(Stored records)

————

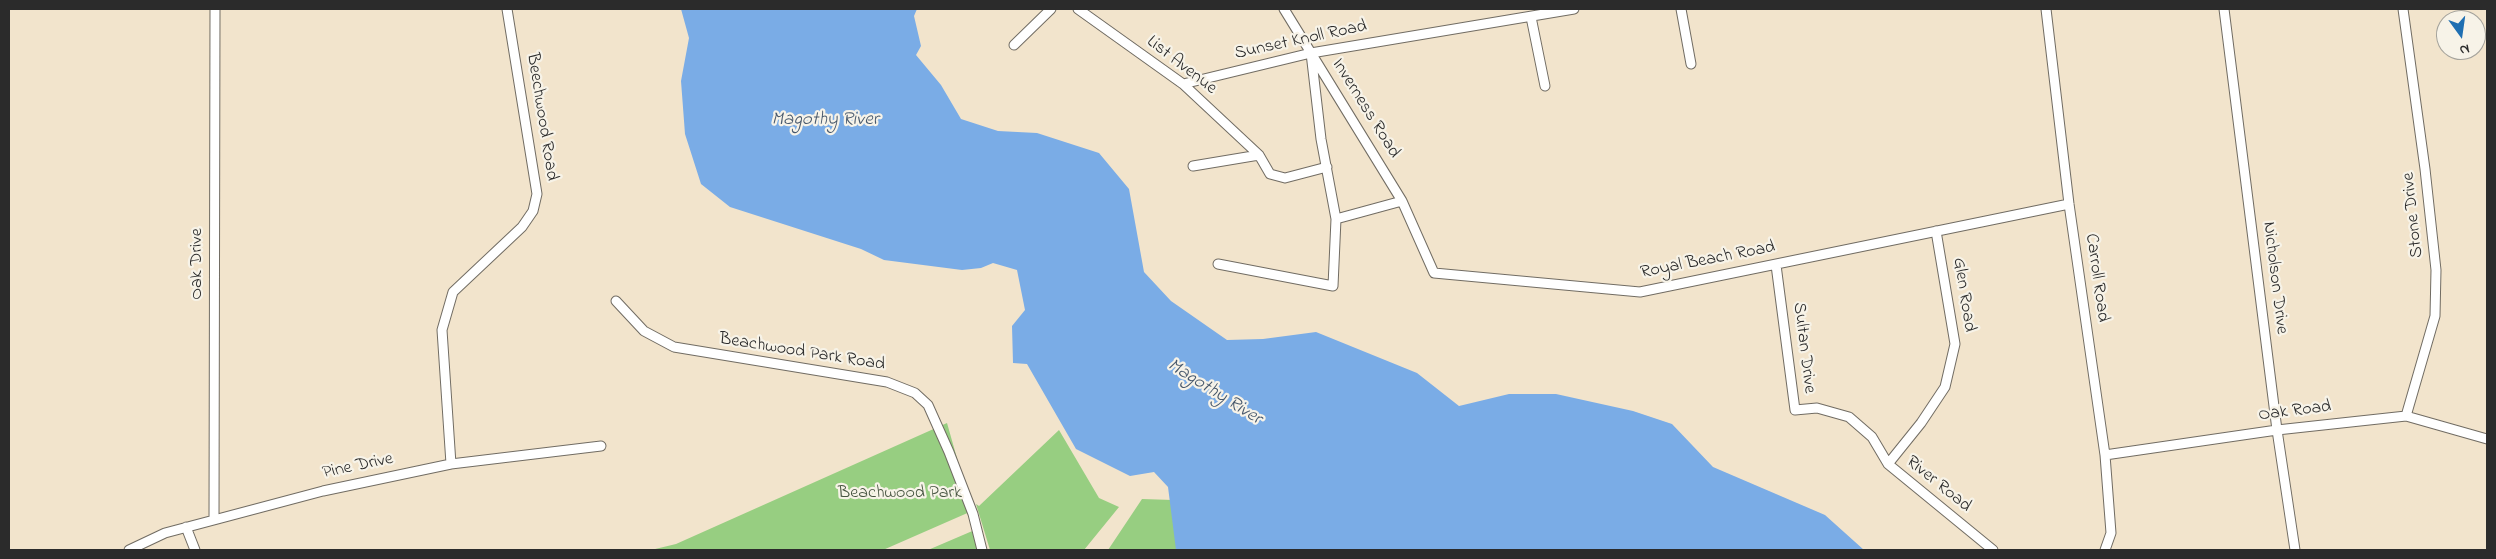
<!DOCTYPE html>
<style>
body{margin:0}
#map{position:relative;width:2496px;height:559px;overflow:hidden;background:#f2e4cc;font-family:"Indie Flower",sans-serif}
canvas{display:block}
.frame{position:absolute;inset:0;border:10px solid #2b2b2b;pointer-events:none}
.north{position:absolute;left:2436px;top:10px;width:50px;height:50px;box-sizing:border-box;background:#f7f3e8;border:1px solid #a5a39c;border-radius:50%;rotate:166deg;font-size:14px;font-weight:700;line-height:20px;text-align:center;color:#2b2b2b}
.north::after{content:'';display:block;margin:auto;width:18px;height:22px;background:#1f6fb2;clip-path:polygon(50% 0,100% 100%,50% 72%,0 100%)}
</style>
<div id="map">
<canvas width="2496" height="559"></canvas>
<div class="frame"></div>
<div class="north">N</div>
</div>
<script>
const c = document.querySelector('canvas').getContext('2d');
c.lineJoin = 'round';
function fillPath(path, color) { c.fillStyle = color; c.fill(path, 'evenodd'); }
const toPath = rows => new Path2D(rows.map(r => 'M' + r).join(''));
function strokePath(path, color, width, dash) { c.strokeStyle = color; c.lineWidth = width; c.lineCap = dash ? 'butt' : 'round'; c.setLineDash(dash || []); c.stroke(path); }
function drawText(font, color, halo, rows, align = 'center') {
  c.font = font + ' "Indie Flower",sans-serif'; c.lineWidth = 4.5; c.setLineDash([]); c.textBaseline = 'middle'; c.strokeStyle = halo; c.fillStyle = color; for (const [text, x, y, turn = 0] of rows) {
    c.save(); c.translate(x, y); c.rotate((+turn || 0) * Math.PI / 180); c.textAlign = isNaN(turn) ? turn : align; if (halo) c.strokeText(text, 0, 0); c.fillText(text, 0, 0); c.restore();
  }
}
const green = toPath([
 [947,423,972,511,883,550,651,550,676,544],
 [1059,430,1099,498,1119,507,1084,550,990,550,976,504,979,506],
 [1142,499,1173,500,1198,550,1108,550],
 [977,529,982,550,928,550]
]);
const water = toPath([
 [681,9,917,9,914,16,921,46,916,55,941,85,961,119,998,131,1037,133,1099,153,1129,189,1144,272,1171,301,1227,340,1263,339,1316,332,1417,373,1459,406,1509,394,1556,394,1633,411,1672,424,1713,467,1825,515,1864,550,1176,550,1168,487,1154,472,1130,476,1076,449,1027,364,1013,363,1012,326,1025,310,1017,270,993,263,981,268,962,270,884,260,861,249,730,207,701,184,685,134,681,81,689,38]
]);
const street = toPath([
 [1078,9,1183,84,1259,155,1270,174,1285,178,1327,167],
 [1284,9,1402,201],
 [1681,9,1691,64],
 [2046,9,2069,204,2105,455,2111,533,2105,550],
 [2224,9,2277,430,2295,550],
 [2403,9,2425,169,2436,270,2435,316,2406,416],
 [1531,17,1545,86],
 [1014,45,1051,9],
 [1183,84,1311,53,1574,9],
 [1193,166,1259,155],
 [1336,219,1402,201,1434,273,1640,292,2069,204],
 [1218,264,1333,286,1336,219,1321,139,1311,53],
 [1776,265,1795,410,1817,408,1849,417,1872,437,1888,464,1993,550],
 [616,301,644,331,674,347,887,382,915,393,928,405,949,452,973,514,982,550],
 [2105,455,2277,430,2406,416,2487,439],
 [451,464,442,330,453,292,522,227,533,211,537,194,507,9],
 [1888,464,1921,423,1945,387,1955,344,1936,231],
 [214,519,215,9],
 [186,527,195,550],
 [129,550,165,533,323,491,451,464,601,446]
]);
const streetNames = [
 ["Sunset Knoll Road",1301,41,-12],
 ["List Avenue",1181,66,38],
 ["Inverness Road",1365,109,58],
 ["Beechwood Road",541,117,81],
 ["Stone Drive",2414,215,-96],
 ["Royal Beach Road",1708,261,-11],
 ["Oak Drive",198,264,-90],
 ["Carroll Road",2096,278,82],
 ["Nicholson Drive",2274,278,83],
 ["Glen Road",1963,295,81],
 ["Sultan Drive",1803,348,83],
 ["Beachwood Park Road",802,353,9],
 ["Oak Road",2295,412,-7],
 ["Pine Drive",358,467,-12],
 ["River Road",1938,485,39]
];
const parkNames = [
 ["Beachwood Park",900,494]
];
const waterNames = [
 ["Magothy River",825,121],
 ["Magothy River",1214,393,32]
];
fillPath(green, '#97ce81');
fillPath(water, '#7aace6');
strokePath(street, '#716c63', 11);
strokePath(street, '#fff', 9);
drawText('18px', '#2b2b2b', '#f7f3e8', streetNames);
drawText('18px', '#465440', '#f7f3e8', parkNames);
drawText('italic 19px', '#47586c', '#f7f3e8', waterNames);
</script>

————

- _TASK REQUIREMENTS_: Copy each line of the data that contains the word "turn".

- _TASK RESULT_:
  c.font = font + ' "Indie Flower",sans-serif'; c.lineWidth = 4.5; c.setLineDash([]); c.textBaseline = 'middle'; c.strokeStyle = halo; c.fillStyle = color; for (const [text, x, y, turn = 0] of rows) {
    c.save(); c.translate(x, y); c.rotate((+turn || 0) * Math.PI / 180); c.textAlign = isNaN(turn) ? turn : align; if (halo) c.strokeText(text, 0, 0); c.fillText(text, 0, 0); c.restore();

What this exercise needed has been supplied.